The pop-culture slinging Turtles meet two types of people that shift their worldview. The first is April O’Neil (Ayo Edebiri), a teenage amateur reporter who figures that mutant turtles are a big scoop. She’s an underdog herself, and the teen turtles find that they can relate easily. Like the turtles, April also has her own problems, considering the thought of being on camera makes her literally barf.

On the other side of the spectrum is Superfly (Ice Cube), another mutant birthed from the same ooze that made the Ninja Turtles. Less content remaining in the shadows, he’s amassed an army of like-minded mutants who devise a means of tearing down humanity. With the turtles initially being seen as allies to Superfly, there’s a bit of an X-Men situation with opposing ideologies about being accepted.

Despite how that story sounds, the film is still just as playful as the original cartoon, with the Turtles having eccentric charms and a cool vibe in their expert fighting skills. They still eat pizza, reference pop culture (Attack on Titan and Avengers, in particular), and often trip over themselves when it comes to hiding in the shadows or covering their tracks. They’re perhaps more enduring for being more accurate teenagers who make mistakes, stammer with their words, and get easily grossed out when Raphael’s weapon accidentally gets lodged in Donny’s leg.

The problem with the Ninja Turtles diving back into the realm of theatrical animation is that they get lost too much in the manic nature. Any animated action film is expected to have a fast-paced finale, complete with lots of carnage, one-liners, and slapstick in between punches that hit harder. This aspect becomes harder to embrace when the script has too many characters. Before we fully appreciate the titular Turtles, Superfly’s overflowing mutant roll-call of characters like Bebop, Rocksteady, Leatherhead, Mondo Gecko, and more crowd the screen. There are too many characters and not enough time to know all of them.

Its distinct style helps make this film work, setting itself apart from the numerous other animated interpretations. The graffiti-inspired art style feels alive and eye-catching, so much so that there’ll be no confusion about which Turtle is which, as they have more than color-coded. It also has a certain gross factor, which seems par for the course with Nickelodeon, where the studio’s orange ooze has a more fitting green hue in the opening. The grimy look suits this TMNT world, replicating that similar sense of darkness and grit on the surface of the original live-action film.

The soundtrack is also worth noting, considering how it plays well with this street style. The choices in rap music are great (the Vanilla Ice song “Ninja Rap” is referenced only once and for less than five seconds), but the score by Trent Reznor and Atticus Ross kicks so much ass.
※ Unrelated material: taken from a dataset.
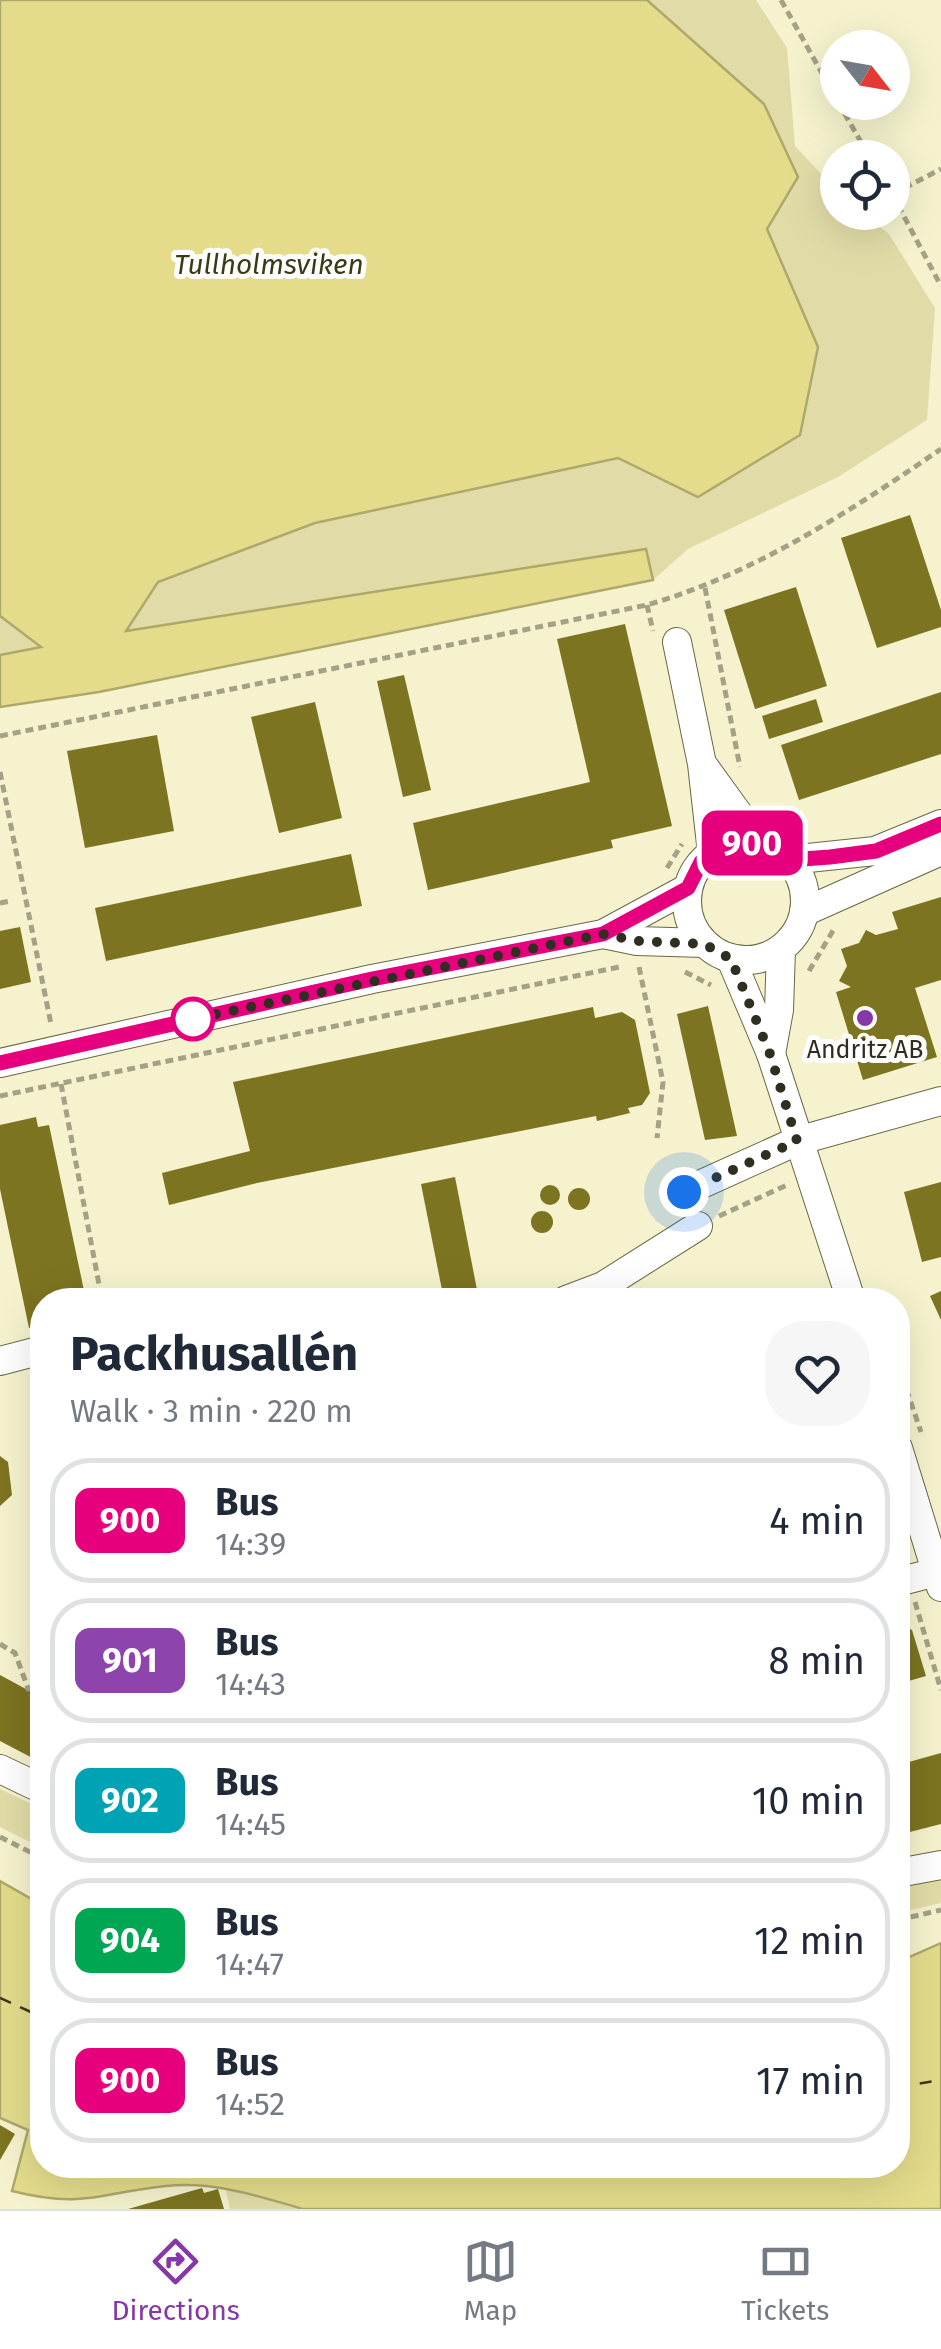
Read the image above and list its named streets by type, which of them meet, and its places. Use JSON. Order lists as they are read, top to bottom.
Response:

I can’t get enough of this hard-driving synth score. It may very well be a case of TRON: Legacy, where the film is good, but the music is better.

As a Teenage Mutant Ninja Turtles animated movie for the family, Mutant Mayhem hits so much of the right tones that its script issues and crowding elements. It has all the stuff I love about TMNT, but it still has a voice all its own, even if it struggles to speak amid all the carnage that unfolds in the third act. It’s a pleasing picture for the eyes and ears, considering I do not often see an animated action movie for kids go this hard. The Gen-Z vocab will probably make this film more appealing to the younger crowd than long-time Turtles fans, but that’s okay. Part of what makes a franchise go on longer is when the next generation can play with the toys. And in terms of the spirit of what makes Ninja Turtles so exciting, this film nails that appeal so well. As a long-time Turtles fan, this was a pleasant stroll back into a familiar alley with a fresh coat of enthusiasm. The Turtle Power is strong in this film!